Zach Fox (Reporter, 2007-2009):  The first day that it opened — it might not have been the first day, night not have been the first day, might have been some tests –  somebody lay on the tracks in a place to kill himself and I guess misaligned and had his legs chopped off.  Colleen (Mensching)  was reporting on it and trying to get information on this victim, calling hospitals.

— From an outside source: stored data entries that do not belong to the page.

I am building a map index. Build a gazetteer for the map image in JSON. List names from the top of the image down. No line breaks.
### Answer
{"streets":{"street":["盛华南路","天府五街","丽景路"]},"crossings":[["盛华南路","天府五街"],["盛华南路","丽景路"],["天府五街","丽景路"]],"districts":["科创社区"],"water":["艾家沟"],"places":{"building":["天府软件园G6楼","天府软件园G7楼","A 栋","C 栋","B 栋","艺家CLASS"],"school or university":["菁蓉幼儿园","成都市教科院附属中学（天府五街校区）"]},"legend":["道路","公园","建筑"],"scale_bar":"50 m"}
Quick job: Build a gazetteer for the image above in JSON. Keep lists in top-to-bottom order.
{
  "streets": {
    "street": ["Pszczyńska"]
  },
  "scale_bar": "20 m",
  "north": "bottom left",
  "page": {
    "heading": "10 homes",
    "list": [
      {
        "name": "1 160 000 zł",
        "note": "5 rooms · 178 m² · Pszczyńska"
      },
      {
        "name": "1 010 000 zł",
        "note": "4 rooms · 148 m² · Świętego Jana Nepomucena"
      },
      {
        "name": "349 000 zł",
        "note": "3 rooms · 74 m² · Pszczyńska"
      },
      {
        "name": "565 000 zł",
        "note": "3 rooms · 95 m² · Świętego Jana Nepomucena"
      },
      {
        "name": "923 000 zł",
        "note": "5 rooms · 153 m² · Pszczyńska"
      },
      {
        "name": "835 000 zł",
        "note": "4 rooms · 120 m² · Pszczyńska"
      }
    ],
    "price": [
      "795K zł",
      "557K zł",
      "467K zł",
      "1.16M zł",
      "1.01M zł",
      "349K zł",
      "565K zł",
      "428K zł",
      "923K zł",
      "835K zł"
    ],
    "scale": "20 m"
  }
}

This PR guy was always giving us flack, he was like, “I don’t know who you’re talking about, give me a name,” and Colleen yells back, “He’s the one who just came in with no legs!”

2010 BOMB HOUSE

Chris Nichols (Reporter, 2008-2012): That was one I helped out with quite a bit. I think maybe the most vivid memory when it come to that story was staying overnight at the home of a family who lived right on the edge of an evacuation zone that had been set up the night before the actual burning of the bomb house. Hayne Palmour and I convinced the family to let us stay there so that we could witness and have a birds eye view of the burning early the next morning when we would have been shut out from entering the neighborhood by that time. Our only choice was to find someone who let us camp out in their living room and on their patio. We had a great perspective of the burning of that infamous house. Hayne found this particular family and just used his charm and persuasion. They were a  large family that seemed more than interested in the story. They were very gracious and fed us and kept us entertained and let us use their home to cover that story.

2011 BAT IN THE NEWSROOM

Monica Hodes (Copy Editor, Night Editor, 2002-2012): One night one of the reporters in the corner started screaming and there was a bat flying around in the newsroom that night. It had gotten in through the back door and hallway that people used to take a smoke break. we were trying to capture a bat under this trash can, added to the fun chaos every night. I believe it was Deborah Brennan was the first to spot the bat. That’s a little wildlife action.